Соне никогда не нравилось мое творчество. Она звала меня Зойкой, реже — Зоей, еще реже — Зоинькой. Соня была грубовата и даже могла неосознанно обидеть человека. Она была изнеженной, не приспособленной к труду, всегда радовалась гостинцам, новым блузам и платьям. А как задорно она хохотала, с какой жадностью слушала рассказы нашего дяди Владимира Конищева! Конищев был старшим братом нашей матери — Людмилы Пятируковой. Помню, он рассказывал нам, как жил в одной знойной, ярко-оранжевой стране. Он снимал дом в крошечном поселении. Владелица была красивой, смуглой, статной женщиной с темными кудрями, и с песенно-тягучим именем. У нее была дочка лет четырнадцати — уменьшенная копия матери. По словам Конищева, они обе были влюблены в него, а девочка даже обсуждала с ним всякие непристойности, которые она прочитала в одном романе. Конищев утверждал, что ни на одну из них не соблазнился, так как был нравственен и уже тогда имел любовницу втайне от жены.
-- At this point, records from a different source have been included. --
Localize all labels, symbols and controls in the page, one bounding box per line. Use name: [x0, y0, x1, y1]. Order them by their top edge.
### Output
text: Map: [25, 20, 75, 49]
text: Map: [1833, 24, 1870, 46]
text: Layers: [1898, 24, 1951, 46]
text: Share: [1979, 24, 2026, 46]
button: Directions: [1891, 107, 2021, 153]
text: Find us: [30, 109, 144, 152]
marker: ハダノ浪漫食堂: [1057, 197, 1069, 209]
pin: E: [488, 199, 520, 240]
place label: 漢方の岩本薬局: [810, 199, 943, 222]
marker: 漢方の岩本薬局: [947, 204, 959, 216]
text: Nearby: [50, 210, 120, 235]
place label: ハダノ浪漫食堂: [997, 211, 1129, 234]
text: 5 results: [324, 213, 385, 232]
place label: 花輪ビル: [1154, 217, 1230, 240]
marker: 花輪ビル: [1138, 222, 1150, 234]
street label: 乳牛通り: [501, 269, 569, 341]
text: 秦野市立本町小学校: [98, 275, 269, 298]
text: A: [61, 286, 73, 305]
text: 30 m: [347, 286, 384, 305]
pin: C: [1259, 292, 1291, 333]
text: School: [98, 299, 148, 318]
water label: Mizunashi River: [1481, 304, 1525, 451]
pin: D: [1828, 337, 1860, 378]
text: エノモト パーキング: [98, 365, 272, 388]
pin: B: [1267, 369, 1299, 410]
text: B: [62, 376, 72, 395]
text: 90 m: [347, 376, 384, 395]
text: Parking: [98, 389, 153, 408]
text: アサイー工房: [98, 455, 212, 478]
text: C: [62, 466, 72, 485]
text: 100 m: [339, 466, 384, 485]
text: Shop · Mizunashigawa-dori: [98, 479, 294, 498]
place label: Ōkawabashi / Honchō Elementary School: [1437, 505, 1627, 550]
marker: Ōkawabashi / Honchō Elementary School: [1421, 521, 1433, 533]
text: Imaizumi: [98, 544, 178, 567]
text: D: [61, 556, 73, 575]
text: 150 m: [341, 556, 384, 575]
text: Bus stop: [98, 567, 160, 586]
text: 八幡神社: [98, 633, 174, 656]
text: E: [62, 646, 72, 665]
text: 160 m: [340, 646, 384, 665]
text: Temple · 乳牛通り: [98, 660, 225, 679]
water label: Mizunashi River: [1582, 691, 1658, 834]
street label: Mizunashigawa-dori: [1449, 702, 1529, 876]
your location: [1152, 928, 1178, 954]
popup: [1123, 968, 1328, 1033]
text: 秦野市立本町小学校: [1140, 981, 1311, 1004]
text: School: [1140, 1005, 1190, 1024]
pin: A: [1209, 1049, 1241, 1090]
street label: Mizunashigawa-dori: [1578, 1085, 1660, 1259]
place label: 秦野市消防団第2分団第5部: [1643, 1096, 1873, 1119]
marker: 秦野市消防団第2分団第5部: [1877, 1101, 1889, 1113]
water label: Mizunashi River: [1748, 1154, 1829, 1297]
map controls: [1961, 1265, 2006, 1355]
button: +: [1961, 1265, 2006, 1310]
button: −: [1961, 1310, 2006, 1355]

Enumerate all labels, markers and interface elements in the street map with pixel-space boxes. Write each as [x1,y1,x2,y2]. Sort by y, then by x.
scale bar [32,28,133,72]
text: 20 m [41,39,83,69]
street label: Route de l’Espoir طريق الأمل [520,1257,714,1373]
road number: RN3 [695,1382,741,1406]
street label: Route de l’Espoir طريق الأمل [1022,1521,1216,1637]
Смешной он человек, но не в добром смысле.
Наш отец, Владимир Пятируков, «болел фотографией»: он с головой уходил в свое хобби. Особенно ему нравилось фотографировать жуков и мотыльков. Фотографии с мотыльками привлекали наше с Соней внимание больше, чем жуки. «Хрупкие, чудесные существа в черно-белом мире», — так он говорил о бабочках. Отец ушел из жизни в 1918 году, ему было шестьдесят семь лет. Мать с Соней любили собирать цветы и делать из них букеты; у Сони даже была мечта переночевать на цветочном поле. Матери, на самом деле, нравилось проводить с Соней больше времени, чем с отцом или со мной. Сонечка была громкая, активная, а мать — ее противоположность: по своей натуре она была меланхоличная, постоянно уставшая, медлительная, но при этом высокая и изящная. Соня будто «оживляла» ее. Наша мать умерла от пневмонии в 1919 году, в пятьдесят пять лет.
Я была категорически против ее замужества, ибо она совершенно не знала этого человека. Никогда не пойму, отчего семнадцатилетняя Соня в любви утонула. Что она проглядела в том смазливом, рыжеволосом «чуде»? Он был мне неприятен, но он был из обеспеченной семьи. Я должна была понять свою сестру, но я не смогла и, буду честной, не хотела понимать. Легкомыслие уродует. Она приглашала меня на свадьбу, но я не явилась, и это обидело ее. Как она говорила мне в письме:
«Я разочарована в тебе, Зоя! Ты ужасно поступила, но сама пока этого осознать не сможешь. А ведь я — твоя родная сестра! Я знаю, нежности тебя не радуют, ведь ты черствая. Но я была твоей сестрой! Ты не поддержала меня в моем счастье, ты всегда знаешь, как мне лучше! Но нет! Нет! ».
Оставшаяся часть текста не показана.